■ **WHAT YOU WILL DO**
Every line below that holds "song" must be copied.

■ **EXCERPTED RECORDS**
============
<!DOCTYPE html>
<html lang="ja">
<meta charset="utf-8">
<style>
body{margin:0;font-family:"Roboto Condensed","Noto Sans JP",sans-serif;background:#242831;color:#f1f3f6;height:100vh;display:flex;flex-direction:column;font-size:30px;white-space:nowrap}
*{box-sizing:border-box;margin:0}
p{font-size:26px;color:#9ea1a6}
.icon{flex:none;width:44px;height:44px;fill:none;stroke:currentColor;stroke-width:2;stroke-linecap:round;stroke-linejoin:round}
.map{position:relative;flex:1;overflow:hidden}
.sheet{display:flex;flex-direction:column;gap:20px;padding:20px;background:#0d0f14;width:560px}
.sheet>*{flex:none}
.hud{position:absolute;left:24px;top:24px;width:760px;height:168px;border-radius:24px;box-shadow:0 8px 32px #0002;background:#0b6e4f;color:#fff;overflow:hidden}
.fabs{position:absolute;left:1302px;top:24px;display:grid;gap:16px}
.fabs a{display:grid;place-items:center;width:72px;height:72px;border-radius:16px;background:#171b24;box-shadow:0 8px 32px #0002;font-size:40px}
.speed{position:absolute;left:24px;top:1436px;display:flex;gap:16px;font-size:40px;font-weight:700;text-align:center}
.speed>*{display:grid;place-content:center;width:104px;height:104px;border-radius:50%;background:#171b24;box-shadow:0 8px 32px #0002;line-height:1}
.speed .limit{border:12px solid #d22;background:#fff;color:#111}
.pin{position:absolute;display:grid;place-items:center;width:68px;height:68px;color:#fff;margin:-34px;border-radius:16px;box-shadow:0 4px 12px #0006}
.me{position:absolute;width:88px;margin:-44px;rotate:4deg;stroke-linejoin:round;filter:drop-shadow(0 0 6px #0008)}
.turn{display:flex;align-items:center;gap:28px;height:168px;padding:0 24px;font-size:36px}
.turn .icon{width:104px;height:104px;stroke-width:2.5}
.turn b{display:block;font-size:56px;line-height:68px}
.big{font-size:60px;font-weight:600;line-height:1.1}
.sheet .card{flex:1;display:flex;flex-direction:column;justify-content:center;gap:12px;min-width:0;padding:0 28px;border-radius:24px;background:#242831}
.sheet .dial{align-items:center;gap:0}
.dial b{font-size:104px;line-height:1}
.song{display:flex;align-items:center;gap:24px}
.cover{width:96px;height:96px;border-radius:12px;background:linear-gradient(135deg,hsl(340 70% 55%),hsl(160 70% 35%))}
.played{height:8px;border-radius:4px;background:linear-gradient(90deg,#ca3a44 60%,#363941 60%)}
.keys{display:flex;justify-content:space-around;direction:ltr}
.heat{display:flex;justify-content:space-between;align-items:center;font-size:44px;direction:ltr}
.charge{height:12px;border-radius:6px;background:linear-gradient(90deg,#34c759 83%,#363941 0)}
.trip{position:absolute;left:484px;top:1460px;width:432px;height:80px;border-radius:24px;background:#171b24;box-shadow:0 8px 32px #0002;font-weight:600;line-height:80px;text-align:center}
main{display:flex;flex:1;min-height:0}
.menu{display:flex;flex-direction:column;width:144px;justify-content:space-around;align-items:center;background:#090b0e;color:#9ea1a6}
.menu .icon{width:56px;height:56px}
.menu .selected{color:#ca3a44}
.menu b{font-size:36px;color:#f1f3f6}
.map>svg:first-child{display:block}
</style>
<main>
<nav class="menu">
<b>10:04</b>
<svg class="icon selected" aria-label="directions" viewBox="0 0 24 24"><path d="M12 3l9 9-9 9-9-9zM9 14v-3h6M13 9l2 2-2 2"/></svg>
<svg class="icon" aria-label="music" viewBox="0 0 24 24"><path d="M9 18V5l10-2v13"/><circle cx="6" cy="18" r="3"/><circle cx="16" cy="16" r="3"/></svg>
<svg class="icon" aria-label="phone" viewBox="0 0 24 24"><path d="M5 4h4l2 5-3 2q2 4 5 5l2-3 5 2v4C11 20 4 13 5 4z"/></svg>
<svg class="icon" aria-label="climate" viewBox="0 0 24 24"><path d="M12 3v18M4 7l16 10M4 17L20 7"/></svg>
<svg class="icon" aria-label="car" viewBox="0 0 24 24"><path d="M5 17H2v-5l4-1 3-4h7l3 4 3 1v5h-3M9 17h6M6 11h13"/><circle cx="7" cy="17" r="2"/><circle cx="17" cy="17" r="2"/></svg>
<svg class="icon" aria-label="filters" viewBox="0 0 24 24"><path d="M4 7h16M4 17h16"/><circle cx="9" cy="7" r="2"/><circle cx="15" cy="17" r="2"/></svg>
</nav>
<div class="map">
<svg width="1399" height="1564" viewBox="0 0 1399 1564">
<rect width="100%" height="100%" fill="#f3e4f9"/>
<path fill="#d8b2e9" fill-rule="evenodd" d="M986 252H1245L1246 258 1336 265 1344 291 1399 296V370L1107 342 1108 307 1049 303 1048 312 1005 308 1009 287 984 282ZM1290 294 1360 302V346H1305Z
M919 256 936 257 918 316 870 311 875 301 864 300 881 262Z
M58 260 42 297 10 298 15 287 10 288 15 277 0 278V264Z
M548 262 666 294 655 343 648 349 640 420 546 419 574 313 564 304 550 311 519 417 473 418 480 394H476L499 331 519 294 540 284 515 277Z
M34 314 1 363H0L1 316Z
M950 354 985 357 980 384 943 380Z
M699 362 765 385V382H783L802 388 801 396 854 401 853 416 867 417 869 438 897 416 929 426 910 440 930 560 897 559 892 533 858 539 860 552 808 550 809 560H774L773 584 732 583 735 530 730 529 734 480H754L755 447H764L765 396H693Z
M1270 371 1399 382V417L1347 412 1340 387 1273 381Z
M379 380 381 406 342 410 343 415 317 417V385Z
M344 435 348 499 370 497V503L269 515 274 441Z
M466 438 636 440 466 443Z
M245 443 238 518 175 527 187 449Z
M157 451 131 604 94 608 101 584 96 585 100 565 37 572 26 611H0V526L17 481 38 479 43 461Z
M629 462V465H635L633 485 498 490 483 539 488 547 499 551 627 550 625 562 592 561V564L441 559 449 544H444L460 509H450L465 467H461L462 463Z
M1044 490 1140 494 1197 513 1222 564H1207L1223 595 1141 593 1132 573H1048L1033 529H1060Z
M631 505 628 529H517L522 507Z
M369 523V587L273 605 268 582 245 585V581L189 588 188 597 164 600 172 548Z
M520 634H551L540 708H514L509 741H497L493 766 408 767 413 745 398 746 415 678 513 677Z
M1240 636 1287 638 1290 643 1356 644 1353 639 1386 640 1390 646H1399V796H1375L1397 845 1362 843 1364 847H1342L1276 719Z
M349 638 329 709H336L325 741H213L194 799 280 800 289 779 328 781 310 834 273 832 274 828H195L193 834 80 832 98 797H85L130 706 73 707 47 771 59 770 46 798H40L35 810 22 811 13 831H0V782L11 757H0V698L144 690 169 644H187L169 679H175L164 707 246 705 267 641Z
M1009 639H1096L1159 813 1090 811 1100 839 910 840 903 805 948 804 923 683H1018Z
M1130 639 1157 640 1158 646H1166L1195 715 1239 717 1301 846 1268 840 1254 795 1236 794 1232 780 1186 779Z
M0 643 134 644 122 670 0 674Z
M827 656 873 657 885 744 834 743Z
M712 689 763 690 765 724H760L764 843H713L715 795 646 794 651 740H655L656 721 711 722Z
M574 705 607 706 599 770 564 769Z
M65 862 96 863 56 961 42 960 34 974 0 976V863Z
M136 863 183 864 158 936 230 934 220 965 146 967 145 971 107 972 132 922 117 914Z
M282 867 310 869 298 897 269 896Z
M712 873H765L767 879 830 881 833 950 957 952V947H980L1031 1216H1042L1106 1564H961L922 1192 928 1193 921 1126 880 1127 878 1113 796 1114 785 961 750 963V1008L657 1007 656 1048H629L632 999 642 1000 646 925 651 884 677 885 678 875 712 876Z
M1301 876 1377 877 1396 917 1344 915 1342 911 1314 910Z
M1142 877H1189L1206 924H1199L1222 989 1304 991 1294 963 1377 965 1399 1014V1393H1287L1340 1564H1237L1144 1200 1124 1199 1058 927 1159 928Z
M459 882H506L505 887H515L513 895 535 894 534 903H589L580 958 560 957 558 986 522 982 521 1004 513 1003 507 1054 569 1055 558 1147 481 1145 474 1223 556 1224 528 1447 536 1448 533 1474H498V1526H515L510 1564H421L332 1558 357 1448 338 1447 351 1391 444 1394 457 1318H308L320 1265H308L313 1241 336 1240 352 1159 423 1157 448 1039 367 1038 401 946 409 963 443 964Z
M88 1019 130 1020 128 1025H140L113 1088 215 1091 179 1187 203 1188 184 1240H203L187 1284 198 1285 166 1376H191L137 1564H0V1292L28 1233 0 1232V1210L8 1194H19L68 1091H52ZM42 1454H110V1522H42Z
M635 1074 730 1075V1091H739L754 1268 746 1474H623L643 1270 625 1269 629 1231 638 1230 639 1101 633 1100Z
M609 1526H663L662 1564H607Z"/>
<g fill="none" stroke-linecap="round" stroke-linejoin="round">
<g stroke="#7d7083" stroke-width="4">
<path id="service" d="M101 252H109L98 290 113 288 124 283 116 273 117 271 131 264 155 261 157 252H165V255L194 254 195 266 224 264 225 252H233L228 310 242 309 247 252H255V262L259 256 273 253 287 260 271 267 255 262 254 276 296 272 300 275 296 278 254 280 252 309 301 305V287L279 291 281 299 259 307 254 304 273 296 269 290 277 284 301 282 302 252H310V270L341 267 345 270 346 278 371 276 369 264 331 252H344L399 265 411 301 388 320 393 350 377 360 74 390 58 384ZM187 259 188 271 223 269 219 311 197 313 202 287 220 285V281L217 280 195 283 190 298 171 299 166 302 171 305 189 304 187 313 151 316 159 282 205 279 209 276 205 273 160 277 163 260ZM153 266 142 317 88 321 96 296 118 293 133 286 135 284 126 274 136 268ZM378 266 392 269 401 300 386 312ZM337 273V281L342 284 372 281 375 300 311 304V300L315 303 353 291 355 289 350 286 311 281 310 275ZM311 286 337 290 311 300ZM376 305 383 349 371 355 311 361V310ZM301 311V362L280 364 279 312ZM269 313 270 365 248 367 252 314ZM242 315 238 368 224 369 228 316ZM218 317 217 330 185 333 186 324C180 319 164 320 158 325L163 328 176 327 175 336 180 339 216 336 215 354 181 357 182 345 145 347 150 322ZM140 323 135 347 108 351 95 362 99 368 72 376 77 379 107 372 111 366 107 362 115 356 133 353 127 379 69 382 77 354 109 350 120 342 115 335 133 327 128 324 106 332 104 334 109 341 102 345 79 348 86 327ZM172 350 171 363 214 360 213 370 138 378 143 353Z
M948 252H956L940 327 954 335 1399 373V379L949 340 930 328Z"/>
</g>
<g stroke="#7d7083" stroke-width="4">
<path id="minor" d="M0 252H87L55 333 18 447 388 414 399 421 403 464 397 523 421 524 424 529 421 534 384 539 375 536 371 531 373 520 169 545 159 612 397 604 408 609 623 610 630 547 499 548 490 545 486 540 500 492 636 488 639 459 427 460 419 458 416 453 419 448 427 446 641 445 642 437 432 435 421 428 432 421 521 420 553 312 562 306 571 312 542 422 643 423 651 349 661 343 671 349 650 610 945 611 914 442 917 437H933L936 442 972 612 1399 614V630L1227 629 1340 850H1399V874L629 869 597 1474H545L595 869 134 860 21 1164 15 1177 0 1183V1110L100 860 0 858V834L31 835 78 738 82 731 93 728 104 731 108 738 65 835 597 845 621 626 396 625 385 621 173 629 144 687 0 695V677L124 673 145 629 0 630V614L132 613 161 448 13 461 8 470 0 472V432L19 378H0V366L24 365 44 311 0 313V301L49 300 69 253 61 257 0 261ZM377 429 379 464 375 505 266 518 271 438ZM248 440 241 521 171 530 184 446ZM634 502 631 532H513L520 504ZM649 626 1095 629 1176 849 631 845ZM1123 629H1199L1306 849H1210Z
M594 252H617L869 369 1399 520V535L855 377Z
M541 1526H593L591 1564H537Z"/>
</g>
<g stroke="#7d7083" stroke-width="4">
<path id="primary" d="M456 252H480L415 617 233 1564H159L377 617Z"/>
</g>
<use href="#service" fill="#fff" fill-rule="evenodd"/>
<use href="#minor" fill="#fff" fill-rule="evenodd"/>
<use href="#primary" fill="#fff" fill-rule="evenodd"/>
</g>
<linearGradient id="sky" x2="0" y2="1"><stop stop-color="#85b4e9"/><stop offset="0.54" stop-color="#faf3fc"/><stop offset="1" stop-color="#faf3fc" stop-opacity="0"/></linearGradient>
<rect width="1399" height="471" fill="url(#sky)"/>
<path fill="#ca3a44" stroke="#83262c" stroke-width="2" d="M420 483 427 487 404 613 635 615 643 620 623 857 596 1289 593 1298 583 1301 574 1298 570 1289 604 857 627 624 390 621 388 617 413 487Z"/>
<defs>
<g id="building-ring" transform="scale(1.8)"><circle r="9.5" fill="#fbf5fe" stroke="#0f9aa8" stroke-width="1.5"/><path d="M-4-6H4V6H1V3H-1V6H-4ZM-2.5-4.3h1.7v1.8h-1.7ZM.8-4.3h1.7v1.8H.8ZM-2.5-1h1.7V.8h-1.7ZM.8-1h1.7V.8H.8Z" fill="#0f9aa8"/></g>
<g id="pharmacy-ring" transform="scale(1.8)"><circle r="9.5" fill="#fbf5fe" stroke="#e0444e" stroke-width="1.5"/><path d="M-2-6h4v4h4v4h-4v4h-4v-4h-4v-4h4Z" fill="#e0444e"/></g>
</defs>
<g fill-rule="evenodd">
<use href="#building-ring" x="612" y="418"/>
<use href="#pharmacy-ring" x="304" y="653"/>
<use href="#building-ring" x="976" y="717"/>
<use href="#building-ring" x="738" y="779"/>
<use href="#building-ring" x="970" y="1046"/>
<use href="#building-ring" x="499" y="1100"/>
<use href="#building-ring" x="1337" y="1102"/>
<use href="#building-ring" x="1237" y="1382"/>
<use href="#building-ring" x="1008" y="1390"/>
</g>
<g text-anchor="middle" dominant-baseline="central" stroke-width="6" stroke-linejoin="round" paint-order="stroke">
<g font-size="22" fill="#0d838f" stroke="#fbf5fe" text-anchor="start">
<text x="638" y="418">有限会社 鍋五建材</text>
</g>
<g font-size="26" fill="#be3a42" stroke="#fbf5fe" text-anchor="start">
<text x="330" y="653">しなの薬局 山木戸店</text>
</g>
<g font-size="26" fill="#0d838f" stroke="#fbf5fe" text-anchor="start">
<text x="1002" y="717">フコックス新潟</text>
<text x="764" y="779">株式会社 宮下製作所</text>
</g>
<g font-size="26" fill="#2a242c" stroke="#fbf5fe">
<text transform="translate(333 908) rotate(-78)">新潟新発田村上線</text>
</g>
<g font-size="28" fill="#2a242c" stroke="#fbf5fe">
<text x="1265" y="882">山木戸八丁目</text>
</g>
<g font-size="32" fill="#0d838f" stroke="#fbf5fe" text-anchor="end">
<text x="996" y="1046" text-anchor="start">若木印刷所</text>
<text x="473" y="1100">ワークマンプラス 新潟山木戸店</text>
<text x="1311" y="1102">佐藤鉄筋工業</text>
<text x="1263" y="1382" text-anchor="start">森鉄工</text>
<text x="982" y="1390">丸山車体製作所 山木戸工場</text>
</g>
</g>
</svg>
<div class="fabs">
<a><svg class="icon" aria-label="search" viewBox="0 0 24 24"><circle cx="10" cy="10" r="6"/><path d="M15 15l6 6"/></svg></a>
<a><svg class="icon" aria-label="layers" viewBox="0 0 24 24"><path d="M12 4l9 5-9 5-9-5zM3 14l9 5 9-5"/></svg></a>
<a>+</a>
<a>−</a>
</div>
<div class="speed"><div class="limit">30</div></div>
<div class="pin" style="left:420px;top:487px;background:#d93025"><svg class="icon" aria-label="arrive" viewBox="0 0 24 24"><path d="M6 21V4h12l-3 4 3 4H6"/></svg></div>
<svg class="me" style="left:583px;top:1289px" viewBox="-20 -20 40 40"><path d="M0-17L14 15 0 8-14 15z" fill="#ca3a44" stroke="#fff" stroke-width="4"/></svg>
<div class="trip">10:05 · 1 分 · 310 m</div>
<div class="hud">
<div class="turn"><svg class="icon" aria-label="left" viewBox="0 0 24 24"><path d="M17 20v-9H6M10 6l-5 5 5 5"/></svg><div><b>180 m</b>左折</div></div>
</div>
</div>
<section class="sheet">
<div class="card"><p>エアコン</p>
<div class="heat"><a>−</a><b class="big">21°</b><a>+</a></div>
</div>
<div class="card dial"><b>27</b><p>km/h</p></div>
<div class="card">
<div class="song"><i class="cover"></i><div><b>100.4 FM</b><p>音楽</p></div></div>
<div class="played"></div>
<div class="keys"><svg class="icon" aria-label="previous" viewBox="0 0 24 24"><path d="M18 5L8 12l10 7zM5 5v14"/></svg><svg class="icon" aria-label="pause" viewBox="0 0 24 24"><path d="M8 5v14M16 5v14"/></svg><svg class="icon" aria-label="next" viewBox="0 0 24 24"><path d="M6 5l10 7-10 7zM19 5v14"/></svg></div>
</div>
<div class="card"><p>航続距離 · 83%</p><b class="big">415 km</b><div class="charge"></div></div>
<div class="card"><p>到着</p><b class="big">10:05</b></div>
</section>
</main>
============
■ **OUTPUT FOR THIS EXERCISE**
.song{display:flex;align-items:center;gap:24px}
<div class="song"><i class="cover"></i><div><b>100.4 FM</b><p>音楽</p></div></div>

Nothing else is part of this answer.